3. California AB 5 and Gig Workers as Employees – Moderate Impact

Implementation of California’s AB 5 was the top Gig Work platform issue of 2020. Widespread freelancer concerns stymied action in other states and overwhelming passage of California ballot initiative Prop. 22 exempting ridesharing and delivery platforms from AB 5 wrapped up the year. President Biden and Vice President Harris expressed unequivocal support for AB 5 and criticized digital work platforms, the opposite of the Trump Administration. Federal gig work legislation is likely off the table with such narrow Democratic control of the Congress. However, like with net neutrality, where FCC regulations shift back and forth when the White House shifts between Republicans and Democrats, expect a Biden Administration Labor Department to jump into overturning Trump Administration regulatory and labor enforcement policy on worker classification.

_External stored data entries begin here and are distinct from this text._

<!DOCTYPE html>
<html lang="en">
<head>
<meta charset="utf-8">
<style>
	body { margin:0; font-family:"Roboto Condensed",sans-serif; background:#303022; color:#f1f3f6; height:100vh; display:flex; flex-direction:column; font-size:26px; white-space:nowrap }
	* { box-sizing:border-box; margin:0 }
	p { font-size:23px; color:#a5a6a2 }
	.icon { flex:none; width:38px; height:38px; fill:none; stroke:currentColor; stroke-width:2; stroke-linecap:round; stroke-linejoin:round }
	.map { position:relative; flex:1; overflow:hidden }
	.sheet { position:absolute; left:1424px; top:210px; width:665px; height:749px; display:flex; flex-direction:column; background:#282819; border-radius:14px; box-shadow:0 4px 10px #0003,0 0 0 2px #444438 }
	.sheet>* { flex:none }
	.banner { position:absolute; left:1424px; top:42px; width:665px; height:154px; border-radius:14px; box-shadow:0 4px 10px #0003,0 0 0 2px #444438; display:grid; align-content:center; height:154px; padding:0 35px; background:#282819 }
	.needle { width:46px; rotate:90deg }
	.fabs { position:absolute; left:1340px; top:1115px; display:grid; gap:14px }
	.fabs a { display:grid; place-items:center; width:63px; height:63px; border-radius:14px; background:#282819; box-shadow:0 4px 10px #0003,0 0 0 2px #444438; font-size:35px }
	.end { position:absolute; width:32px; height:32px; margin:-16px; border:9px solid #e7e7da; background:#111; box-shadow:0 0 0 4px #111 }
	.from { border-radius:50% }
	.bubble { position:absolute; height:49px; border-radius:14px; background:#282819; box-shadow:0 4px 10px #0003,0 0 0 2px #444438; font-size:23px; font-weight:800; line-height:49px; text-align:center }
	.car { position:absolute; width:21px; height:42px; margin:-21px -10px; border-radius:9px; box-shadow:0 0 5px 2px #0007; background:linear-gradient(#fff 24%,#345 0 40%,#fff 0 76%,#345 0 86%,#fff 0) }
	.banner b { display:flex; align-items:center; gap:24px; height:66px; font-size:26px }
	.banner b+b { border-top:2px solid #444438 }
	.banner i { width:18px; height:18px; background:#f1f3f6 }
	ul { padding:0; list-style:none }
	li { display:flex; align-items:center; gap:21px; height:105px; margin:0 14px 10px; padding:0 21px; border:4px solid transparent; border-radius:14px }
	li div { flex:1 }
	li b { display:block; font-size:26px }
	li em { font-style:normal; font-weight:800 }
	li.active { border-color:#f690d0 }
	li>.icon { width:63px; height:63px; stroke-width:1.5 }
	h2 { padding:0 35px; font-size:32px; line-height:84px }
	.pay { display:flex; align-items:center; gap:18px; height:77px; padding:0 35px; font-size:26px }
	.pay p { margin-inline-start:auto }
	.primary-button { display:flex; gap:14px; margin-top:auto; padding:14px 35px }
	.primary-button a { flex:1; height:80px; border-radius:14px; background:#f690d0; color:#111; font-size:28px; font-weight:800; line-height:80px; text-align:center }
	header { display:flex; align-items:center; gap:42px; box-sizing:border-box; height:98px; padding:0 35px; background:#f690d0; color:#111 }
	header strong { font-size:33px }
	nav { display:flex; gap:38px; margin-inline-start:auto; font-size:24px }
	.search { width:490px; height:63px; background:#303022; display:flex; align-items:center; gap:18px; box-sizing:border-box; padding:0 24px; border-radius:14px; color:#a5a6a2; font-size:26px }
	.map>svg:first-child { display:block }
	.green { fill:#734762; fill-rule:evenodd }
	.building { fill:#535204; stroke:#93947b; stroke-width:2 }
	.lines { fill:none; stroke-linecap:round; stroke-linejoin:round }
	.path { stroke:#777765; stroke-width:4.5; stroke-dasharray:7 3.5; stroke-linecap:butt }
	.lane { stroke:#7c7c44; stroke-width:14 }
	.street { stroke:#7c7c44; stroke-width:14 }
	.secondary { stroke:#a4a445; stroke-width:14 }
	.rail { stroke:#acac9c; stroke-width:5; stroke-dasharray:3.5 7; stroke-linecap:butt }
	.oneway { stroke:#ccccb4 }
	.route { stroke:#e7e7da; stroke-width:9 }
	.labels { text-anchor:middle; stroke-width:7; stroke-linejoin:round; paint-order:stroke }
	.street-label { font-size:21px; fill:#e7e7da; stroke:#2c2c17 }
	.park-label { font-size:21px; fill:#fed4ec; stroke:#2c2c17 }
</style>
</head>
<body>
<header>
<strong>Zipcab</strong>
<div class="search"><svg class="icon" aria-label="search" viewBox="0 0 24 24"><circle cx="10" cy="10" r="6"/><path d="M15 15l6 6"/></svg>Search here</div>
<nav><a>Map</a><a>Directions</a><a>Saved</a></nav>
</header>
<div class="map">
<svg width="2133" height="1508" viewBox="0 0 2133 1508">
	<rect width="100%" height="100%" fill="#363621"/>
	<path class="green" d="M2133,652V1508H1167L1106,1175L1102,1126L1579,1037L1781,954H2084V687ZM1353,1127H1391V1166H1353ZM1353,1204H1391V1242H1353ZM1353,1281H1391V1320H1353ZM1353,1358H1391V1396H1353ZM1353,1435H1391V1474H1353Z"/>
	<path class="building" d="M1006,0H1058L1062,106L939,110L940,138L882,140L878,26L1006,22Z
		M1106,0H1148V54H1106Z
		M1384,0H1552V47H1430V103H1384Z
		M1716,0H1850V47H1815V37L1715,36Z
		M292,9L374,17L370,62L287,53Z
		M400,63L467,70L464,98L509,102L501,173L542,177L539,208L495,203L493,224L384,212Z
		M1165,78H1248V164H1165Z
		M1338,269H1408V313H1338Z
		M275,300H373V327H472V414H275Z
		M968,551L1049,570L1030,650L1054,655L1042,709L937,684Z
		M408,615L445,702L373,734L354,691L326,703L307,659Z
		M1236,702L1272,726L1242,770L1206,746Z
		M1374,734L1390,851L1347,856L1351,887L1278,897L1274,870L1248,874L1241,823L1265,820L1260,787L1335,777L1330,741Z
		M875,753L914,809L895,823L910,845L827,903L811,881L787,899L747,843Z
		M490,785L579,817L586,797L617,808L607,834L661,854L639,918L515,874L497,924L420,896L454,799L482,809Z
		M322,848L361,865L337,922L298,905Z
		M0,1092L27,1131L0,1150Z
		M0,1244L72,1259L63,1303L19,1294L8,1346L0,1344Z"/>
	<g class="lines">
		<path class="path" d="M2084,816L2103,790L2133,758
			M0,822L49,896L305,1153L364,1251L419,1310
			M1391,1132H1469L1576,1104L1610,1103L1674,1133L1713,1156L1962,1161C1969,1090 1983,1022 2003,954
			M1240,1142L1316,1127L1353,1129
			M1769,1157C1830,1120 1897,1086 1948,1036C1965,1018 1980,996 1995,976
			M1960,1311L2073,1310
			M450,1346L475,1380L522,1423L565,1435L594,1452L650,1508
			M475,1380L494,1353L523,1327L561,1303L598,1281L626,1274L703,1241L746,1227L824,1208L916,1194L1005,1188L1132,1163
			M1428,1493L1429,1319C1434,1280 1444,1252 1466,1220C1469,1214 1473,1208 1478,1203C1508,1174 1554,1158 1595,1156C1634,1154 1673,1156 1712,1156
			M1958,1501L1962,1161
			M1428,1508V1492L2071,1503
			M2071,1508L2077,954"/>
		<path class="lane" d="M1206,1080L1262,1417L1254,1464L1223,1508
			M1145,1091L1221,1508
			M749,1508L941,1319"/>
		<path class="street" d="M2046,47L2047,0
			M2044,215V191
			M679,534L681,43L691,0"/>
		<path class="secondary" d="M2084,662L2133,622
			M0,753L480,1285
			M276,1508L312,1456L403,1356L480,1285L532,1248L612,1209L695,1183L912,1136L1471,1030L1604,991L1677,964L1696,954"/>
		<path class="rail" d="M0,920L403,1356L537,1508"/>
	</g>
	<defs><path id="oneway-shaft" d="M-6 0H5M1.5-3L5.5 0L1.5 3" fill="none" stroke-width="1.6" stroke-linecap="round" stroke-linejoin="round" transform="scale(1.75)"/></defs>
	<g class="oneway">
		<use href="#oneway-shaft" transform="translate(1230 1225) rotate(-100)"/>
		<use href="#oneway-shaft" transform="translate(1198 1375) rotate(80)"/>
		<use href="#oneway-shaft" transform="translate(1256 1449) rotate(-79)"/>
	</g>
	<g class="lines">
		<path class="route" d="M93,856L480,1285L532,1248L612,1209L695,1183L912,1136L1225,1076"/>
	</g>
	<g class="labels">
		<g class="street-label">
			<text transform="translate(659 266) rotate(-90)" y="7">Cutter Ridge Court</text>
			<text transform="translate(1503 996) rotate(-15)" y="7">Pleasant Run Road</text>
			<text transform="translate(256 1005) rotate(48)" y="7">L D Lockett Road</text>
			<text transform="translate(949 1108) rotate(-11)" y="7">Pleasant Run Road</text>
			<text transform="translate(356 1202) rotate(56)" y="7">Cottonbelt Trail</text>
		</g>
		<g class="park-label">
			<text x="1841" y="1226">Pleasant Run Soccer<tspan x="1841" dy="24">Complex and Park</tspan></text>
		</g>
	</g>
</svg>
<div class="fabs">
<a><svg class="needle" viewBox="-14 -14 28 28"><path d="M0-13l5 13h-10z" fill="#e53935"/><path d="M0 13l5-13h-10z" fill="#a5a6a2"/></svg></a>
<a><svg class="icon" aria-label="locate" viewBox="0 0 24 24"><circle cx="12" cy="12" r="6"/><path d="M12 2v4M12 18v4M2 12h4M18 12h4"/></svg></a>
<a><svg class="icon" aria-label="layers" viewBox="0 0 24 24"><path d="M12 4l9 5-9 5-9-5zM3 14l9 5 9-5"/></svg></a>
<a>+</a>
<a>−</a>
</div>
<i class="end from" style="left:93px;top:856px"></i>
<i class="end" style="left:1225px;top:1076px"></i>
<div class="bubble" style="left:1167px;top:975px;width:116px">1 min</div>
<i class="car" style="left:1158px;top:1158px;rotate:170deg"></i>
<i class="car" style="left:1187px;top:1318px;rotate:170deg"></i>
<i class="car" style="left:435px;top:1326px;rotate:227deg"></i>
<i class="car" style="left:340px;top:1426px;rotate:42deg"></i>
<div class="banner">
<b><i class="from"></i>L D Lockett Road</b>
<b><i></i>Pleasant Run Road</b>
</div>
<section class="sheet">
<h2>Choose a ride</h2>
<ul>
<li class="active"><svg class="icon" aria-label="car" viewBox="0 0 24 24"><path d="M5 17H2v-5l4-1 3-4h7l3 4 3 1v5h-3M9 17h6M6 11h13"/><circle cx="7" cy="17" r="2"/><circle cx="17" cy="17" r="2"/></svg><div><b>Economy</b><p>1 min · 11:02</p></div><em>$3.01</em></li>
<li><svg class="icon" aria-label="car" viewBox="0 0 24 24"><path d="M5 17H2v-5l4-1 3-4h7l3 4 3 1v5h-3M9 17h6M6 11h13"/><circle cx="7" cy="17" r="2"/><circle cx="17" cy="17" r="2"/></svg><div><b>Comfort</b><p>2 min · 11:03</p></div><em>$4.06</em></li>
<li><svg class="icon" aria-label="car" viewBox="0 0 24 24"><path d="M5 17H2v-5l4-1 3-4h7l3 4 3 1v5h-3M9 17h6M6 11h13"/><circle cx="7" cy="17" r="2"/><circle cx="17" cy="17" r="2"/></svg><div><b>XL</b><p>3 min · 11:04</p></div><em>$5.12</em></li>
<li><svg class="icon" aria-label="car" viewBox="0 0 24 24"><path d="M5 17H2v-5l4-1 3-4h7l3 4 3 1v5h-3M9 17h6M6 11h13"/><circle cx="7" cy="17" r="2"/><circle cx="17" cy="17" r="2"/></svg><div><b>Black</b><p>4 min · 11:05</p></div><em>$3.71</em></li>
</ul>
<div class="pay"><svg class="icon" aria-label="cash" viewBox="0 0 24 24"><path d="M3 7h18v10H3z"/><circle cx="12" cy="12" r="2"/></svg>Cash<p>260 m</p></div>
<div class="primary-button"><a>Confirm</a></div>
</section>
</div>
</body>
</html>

2. Section 230 Repeal – Minimal Impact

Both Donald Trump and Joe Biden expressed support for eliminating Sec. 230, the cornerstone Internet platform liability provision. But like a microcosm of conservatives and progressive critics, they saw the problem from opposite sides. Candidate Biden and Democratic critics were repeatedly angered by what they saw as platforms not blocking misinformation, deceptions and hate speech. Conservatives saw the platforms censoring conservatives, too often under the guise of the concerns identified by Democrats. Don’t expect President Biden to solve that contradiction any more than Trump would. However, content moderation transparency remains a potential Sec. 230 middle ground, and if narrow Senate control and President Biden push to identify opportunities for true bipartisan cooperation towards incremental change, something building on the Schatz-Thune PACT Act in the Senate could emerge.

1. Digital Services Taxes (DST) – Major Impact

The global push to impose new taxes on large digital businesses was the top PEI issue in 2020 and could be the one most significantly impacted by the shift to a Biden Administration. Opposition to DSTs is bipartisan in Washington, but the Trump Administration was willing to engage in tariff trade wars with a level of enthusiasm unmatched in decades. While all sides have claimed to want a multilateral tax deal to avoid national DSTs, threats of retaliatory trade sanctions from the US keep pushing off the reckoning. Don’t plan on a Biden Administration that is looking to reinvigorate relationships with European allies to match the Trump Administration’s anti-DST intensity or trade war threats.